'Tokyo Fiancée' - Movie Review

The movie follows 20 year old Amélie (Pauline Étienne) through her time in Tokyo. She's Belgian, but spent the first five years of her life in Japan and has now returned to what she considers her true home. She initially attempts to support herself by tutoring French while hoping to become a writer.

The movie is based on a novel of the same name by Belgian writer Amélie Nothomb. The degree to which it's fictionalized is unclear - Wikipedia's entry on the book only mentions that it's a "autobiographical novel." Some changes (and similarities) are obvious from a quick glance at the Wikipedia page about Nothomb: she lived in Japan from the age of 2-5, while her book character was born there. The book was published in 2007, but the events of the movie end because of the Fukushima disaster (2011).

Amélie (the movie character) is determined that Japan is her true home - but her experiences with her one and only student (Rinri, played by Taichi Inoue) who also becomes her lover, make it clear that many things about Japanese culture are entirely opaque to her and likely to remain that way. They were certainly opaque to me. Rinri's character also throws in the strange contrast between the French-speaking Belgian woman who desperately wants to be Japanese, and the Japanese man who desperately wants to be French.

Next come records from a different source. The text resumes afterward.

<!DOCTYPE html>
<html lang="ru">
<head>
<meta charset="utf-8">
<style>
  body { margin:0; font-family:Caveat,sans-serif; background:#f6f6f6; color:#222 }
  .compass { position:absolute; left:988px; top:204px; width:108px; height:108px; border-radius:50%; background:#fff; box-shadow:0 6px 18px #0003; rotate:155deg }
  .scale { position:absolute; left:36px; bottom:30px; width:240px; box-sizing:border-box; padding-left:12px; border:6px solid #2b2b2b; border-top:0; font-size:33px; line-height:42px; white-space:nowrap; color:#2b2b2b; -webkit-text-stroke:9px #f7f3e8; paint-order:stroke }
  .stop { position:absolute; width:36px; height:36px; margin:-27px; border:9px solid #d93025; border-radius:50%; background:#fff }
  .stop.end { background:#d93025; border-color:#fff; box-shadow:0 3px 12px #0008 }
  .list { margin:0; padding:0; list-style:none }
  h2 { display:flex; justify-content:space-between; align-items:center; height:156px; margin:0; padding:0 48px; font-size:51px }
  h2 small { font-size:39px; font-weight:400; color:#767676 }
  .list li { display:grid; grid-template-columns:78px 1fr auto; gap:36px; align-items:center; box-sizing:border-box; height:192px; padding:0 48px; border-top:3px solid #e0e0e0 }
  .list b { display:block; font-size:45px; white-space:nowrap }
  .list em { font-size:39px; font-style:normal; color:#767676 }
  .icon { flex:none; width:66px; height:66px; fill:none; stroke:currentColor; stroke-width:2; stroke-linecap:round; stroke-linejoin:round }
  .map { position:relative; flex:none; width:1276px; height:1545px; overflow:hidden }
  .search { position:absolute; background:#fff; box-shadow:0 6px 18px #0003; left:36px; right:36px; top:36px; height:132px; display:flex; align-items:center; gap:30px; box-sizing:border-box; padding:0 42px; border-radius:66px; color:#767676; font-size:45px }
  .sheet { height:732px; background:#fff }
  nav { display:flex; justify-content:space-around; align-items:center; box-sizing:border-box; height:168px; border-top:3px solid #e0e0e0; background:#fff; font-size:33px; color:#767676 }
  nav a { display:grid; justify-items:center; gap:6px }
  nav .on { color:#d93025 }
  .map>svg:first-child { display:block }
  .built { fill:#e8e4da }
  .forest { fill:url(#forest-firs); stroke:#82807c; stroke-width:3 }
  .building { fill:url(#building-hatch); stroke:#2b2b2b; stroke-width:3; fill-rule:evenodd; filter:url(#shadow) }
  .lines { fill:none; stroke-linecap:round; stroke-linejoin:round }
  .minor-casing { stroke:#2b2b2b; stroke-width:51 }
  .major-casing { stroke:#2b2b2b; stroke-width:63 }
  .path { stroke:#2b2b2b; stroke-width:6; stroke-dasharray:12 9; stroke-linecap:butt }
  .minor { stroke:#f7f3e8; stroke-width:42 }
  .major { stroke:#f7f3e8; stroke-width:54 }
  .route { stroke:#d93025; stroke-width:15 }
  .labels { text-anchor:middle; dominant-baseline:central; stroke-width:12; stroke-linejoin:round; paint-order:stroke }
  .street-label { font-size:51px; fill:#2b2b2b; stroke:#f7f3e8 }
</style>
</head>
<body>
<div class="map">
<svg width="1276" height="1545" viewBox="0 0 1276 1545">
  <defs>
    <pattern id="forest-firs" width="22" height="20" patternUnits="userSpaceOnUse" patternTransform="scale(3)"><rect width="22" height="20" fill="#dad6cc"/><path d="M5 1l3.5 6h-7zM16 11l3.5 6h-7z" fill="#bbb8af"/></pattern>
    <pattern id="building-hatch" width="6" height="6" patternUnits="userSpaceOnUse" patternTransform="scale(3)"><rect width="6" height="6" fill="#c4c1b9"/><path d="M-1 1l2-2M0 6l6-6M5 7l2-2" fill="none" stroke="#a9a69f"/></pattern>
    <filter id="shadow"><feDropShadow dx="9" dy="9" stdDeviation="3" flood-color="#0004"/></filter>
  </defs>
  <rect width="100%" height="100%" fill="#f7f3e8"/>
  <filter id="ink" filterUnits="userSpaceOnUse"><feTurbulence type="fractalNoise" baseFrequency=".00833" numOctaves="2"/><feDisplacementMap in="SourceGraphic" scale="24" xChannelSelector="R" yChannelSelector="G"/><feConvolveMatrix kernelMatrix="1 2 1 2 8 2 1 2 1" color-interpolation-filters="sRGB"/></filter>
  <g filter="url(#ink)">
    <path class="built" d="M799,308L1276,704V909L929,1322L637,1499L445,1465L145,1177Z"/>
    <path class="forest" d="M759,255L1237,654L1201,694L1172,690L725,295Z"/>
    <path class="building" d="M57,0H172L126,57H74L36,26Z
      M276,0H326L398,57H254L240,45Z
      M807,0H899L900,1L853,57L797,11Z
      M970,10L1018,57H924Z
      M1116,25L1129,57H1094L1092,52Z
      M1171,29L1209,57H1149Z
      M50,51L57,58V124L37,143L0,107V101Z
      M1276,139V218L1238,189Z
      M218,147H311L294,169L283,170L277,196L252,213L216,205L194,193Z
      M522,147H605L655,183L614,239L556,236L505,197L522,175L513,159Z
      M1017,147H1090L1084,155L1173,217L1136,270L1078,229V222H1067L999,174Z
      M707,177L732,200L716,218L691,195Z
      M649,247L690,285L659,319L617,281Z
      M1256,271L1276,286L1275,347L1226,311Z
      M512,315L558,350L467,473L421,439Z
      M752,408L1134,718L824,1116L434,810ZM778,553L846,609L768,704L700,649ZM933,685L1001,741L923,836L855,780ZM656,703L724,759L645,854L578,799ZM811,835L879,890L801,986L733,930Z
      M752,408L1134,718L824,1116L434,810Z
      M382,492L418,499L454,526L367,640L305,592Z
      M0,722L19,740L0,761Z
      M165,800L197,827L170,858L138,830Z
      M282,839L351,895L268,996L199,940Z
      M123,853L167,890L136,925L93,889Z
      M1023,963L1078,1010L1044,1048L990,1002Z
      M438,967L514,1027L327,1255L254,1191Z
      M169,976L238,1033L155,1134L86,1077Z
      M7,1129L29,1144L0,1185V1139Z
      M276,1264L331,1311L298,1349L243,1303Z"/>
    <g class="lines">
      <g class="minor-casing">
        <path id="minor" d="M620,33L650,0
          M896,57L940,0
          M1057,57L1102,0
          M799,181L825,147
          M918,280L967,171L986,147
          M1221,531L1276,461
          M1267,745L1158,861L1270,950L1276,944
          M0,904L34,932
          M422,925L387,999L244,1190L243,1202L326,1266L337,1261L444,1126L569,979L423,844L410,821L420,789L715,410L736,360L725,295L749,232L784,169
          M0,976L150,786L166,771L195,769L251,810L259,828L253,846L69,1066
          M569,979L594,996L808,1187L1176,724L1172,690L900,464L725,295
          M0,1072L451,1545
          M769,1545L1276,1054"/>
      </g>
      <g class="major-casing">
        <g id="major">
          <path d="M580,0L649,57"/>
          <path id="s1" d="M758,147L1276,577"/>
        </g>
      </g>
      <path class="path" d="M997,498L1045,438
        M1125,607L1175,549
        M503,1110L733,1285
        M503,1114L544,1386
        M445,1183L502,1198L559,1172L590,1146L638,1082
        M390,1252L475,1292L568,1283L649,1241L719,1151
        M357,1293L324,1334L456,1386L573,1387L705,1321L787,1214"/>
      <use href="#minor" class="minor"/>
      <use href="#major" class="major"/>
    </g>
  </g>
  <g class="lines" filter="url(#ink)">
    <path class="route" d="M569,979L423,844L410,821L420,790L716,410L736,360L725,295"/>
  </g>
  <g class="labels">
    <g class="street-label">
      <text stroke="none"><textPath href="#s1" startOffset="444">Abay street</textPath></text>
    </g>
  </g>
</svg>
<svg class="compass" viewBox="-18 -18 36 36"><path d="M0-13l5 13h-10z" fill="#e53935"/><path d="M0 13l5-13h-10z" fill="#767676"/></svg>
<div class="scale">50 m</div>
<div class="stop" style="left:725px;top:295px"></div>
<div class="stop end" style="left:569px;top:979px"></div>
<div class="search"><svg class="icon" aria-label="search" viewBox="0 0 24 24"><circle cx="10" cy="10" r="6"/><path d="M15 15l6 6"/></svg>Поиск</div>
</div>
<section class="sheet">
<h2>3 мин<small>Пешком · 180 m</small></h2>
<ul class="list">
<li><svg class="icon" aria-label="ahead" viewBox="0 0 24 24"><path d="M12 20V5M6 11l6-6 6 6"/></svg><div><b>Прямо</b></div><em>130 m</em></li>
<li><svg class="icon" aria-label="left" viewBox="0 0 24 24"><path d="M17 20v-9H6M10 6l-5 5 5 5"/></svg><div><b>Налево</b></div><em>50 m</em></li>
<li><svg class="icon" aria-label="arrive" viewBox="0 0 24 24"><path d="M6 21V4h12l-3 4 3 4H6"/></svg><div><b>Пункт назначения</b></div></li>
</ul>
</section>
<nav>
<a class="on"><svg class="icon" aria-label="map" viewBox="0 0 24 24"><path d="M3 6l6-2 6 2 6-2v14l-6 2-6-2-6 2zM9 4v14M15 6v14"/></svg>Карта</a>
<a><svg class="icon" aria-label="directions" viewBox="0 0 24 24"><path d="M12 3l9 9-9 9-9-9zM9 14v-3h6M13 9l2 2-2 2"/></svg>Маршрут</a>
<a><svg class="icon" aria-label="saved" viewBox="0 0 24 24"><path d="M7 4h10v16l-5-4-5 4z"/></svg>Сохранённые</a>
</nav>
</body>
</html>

The first two thirds of of the movie consists of a lot of goofiness and discomfort: she's a bit of a goof, it's played up, and the movie concentrates on her fish-out-of-water status with the Japanese people she interacts with - not really for humour, but there's a huge dose of awkwardness. The last third is very melancholy as she tries to figure out what the hell she's doing with herself, her life, and her Japanese boyfriend. The end is forced on her and us and isn't very satisfactory or conclusive. While Étienne is a fairly good and quite charming actress and the lessons in Japanese culture were interesting, I'm not big on goofy-awkward and overall found the whole thing kind of so-so.